What does it do? Well, feed it with natural gas, and the unit on the left splits it, extracting hydrogen, which is used to create electricity. The thermal energy (that’s heat) from the process is used to heat water, which is stored in the box on the right.
Panasonic reckons that a traditional power generation will result in only about 37% of the energy input being available at the home, by the time heat is lost during generation, and more energy in transmission. They claim, by contrast, that 85% of the energy input in the form of gas is used with the fuel cell – 35% goes to make electricity, and 50% to heat water.

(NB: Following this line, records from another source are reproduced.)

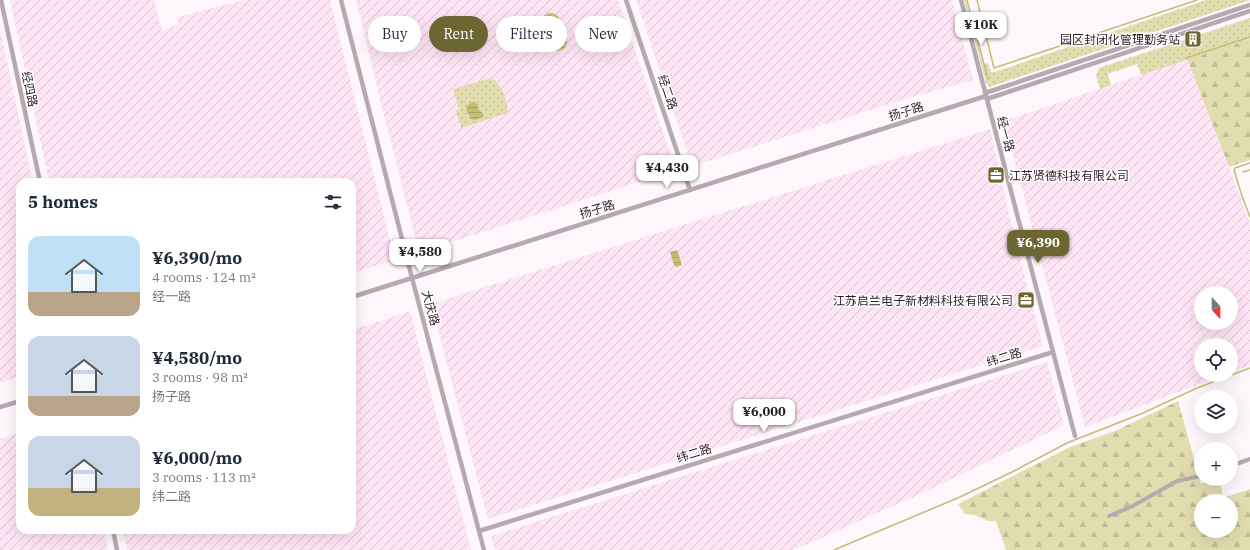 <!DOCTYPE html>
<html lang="en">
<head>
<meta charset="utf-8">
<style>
  :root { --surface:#fff; --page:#f2f2f3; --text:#1f2937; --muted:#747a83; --accent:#6c6632 }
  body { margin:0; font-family:"IBM Plex Serif","Noto Sans SC",serif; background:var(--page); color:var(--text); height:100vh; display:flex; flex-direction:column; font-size:15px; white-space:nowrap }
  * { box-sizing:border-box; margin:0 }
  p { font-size:13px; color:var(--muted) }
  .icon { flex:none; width:22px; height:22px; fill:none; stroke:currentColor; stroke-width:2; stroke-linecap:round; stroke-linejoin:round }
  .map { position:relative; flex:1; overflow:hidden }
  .side { position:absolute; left:16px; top:178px; width:340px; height:356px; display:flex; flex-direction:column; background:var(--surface); border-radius:12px; box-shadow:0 4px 16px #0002 }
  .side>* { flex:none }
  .banner { position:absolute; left:368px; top:16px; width:380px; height:36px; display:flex; gap:8px }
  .needle { width:26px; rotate:159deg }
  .controls { position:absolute; left:1194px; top:286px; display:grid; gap:8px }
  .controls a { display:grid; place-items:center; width:44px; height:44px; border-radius:50%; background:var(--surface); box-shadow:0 4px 16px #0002; font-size:20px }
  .price { position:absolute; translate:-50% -34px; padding:0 9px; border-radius:8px; background:#fff; color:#222; font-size:13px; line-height:26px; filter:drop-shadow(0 1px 2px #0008) }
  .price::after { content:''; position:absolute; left:50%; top:24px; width:12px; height:9px; margin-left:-6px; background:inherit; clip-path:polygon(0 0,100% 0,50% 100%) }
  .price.on { background:var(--accent); color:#fff }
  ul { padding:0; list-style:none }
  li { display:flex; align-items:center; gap:12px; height:100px; padding:0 12px }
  li span { display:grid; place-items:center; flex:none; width:112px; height:80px; border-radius:12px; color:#555 }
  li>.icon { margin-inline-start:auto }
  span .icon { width:48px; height:48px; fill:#fffc; stroke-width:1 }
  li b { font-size:17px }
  h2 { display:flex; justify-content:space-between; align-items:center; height:48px; padding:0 12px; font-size:17px }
  .tag { padding:0 14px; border-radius:18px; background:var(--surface); box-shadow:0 4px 16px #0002; font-size:14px; line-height:36px }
  .tag.on { background:var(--accent); color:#fff }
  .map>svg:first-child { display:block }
  .industrial { fill:url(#industrial-furrows); fill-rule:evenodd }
  .forest { fill:url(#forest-firs); fill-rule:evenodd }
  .garden { fill:url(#garden-dots) }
  .water { fill:url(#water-rules) }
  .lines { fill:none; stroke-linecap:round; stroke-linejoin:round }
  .stream { stroke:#c5bd73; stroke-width:1.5 }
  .minor { stroke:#b7a8b2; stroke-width:4 }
  .tertiary { stroke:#b7a8b2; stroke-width:4.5 }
  .labels { text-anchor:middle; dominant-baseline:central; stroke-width:3; stroke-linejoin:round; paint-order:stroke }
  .poi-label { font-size:12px; fill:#2a1e26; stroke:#fff; text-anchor:end }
  .street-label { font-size:12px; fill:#2a1e26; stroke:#fff }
</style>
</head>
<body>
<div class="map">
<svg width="1250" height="550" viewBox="0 0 1250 550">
  <defs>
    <pattern id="industrial-furrows" width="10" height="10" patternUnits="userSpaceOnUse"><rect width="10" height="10" fill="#fee5f5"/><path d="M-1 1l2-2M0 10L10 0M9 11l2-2" fill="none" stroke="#dac4d2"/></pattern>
    <pattern id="forest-firs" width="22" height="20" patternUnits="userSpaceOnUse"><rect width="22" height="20" fill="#e2ddaf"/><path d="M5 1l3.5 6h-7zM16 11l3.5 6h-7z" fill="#c2bd96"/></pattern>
    <pattern id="garden-dots" width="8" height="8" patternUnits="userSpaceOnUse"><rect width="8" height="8" fill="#e2ddaf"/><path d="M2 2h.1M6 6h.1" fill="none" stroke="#c2bd96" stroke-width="1.8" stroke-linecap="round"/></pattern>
    <pattern id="water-rules" width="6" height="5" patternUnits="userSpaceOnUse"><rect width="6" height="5" fill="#c5bd73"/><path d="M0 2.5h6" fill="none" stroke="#a9a263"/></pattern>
  </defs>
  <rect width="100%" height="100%" fill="#fef7fb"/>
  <g class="industrial">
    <polygon points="10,0 154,0 162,31 179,24 177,17 244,0 330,0 395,260 352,273 352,182 49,182"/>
    <polygon points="356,0 618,0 676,170 427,250 421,247 417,244 383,111"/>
    <polygon points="636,0 952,0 973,80 912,97 692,166"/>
    <polygon points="0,29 33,182 20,182 20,376 0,383"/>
    <path d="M1187,59L1250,223V365L1231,372V345H1201V375H1224L1085,427L1004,121ZM1201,293H1231V323H1201Z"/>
    <polygon points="990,129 1015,239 1043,346 488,519 431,304"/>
    <polygon points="410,311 471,550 127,550 123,530 352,530 352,330"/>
    <polygon points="1047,362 1064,425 920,494 794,550 495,550 491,536"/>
    <polygon points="20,433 20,530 104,530 108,550 0,550 0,439"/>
  </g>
  <g class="forest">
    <polygon points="1250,39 1250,160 1229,167 1187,59"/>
    <path d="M1178,401L1201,484L1210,479H1220L1223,498L1250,489V550H1006L996,521H988L975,515L965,514L958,504L1070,447L1115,431ZM1201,501H1231V531H1201Z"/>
  </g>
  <g class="garden">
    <polygon points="964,0 966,0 983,64 988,63 991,72 995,72 1206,0 1250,0 989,87 986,83"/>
    <polygon points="1250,18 1250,39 1141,75 1137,64 1108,74 1111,85 1100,89 1096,75 1099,68"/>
    <path d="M491,78C501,81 508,103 508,113L461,128L456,110L459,109L453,89Z"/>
  </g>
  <g class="water">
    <circle cx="551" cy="22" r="9"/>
    <circle cx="558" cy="42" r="9"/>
    <polygon points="474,102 478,104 478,108 484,115 483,117 475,120 471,119 466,109 469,104"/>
    <polygon points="677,250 682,265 676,267 674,265 670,252"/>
  </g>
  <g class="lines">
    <g class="stream">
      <polyline points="967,0 988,79"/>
      <polyline points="977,0 994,68 1197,0"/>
      <polyline points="1186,58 1250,37"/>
      <polyline points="1250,163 1235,168 1234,170 1242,196 1250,217"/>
      <polyline points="1243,172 1250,170"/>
      <polyline points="834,550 960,497 1012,472 1067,443 1143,413 1197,388 1250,368"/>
    </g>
    <g class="minor">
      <polyline points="1231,466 1250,459"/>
      <polyline points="1109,516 1131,507 1177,481 1201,476"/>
    </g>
    <g class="tertiary">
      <polyline points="1,0 40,182"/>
      <polyline points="341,0 412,278 484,550"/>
      <polyline points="626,0 690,190"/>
      <polyline points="961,0 1075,436"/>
      <polyline points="985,93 1250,5"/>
      <polyline points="987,99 1250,11"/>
      <polyline points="352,297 986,96"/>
      <polyline points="0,407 20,401"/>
      <polyline points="113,530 117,550"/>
      <polyline points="479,531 1053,352"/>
    </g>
  </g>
  <defs>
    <g id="building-square" transform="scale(0.9)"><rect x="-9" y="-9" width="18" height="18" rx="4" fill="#6c6632" stroke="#fff"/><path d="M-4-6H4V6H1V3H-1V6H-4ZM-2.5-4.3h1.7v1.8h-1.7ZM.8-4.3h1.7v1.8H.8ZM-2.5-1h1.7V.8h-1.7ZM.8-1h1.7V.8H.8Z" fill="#fff"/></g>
    <g id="office-square" transform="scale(0.9)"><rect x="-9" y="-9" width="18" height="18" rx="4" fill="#6c6632" stroke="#fff"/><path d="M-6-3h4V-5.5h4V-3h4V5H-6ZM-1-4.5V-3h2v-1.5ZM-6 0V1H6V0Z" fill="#fff"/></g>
  </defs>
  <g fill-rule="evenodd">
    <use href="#building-square" x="1193" y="39"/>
    <use href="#office-square" x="996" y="175"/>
    <use href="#office-square" x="1026" y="300"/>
  </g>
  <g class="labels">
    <g class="poi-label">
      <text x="1180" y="39">园区封闭化管理勤务站</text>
      <text x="1009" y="175" text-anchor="start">江苏贤德科技有限公司</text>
      <text x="1013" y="300">江苏启兰电子新材料科技有限公司</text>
    </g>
    <g class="street-label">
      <text transform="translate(30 89) rotate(78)">经四路</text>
      <text transform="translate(668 92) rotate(71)">经二路</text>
      <text transform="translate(906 111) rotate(-18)">扬子路</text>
      <text transform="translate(1006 134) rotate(75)">经一路</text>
      <text transform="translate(597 209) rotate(-17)">扬子路</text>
      <text transform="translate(431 308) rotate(75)">大庆路</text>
      <text transform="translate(1004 357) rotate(-17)">纬二路</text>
      <text transform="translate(694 453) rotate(-17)">纬二路</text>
    </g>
  </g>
</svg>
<div class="controls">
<a><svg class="needle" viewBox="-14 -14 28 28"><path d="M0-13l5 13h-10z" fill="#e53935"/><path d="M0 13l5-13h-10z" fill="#747a83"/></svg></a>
<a><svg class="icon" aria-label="locate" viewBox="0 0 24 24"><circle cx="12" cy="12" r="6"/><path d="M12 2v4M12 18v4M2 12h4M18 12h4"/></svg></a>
<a><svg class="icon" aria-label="layers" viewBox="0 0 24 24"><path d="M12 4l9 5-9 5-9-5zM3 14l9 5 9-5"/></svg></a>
<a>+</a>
<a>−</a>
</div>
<b class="price" style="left:981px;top:46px">¥10K</b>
<b class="price" style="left:667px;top:189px">¥4,430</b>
<b class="price on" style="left:1038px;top:264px">¥6,390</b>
<b class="price" style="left:420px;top:273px">¥4,580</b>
<b class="price" style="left:764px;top:433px">¥6,000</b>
<div class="banner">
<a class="tag">Buy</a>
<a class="tag on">Rent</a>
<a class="tag">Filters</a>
<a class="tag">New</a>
</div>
<section class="side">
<h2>5 homes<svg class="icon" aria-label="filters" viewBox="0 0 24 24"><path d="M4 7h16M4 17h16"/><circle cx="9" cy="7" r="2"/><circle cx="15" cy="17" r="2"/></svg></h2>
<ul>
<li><span style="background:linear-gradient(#bfe0f5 70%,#b9a48a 0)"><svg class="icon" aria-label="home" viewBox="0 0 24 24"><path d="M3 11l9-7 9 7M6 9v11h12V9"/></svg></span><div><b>¥6,390/mo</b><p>4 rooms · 124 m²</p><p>经一路</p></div></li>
<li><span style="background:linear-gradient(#c9d6e8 75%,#b9a48a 0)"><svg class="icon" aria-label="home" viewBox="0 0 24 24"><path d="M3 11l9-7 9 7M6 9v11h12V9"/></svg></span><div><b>¥4,580/mo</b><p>3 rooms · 98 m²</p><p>扬子路</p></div></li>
<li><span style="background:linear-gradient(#c9d6e8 65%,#c2b280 0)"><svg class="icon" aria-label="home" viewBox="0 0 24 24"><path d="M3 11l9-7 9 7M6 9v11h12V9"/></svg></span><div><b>¥6,000/mo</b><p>3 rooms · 113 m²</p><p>纬二路</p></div></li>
</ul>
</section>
</div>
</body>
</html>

As far as I can tell from the relevant Panasonic web pages (here and here), the electrical output of the fuel cell is only 1kW, which isn’t much, and most of us would be hard pushed to manage on that little power. But it could be a useful adjunct to a mains power supply – and if you lived in a remote rural area, perhaps one of these, fed by Calor gas deliveries, would be enough to get you by for at least some of the time.
Note that on the Panasonic sites it refers to ‘town gas’ – I’ve checked and they do run on natural gas; it’s just a slightly odd way of referring to the supply grid in Japan rather than harking back to the days of dirty old towns with their own gas works.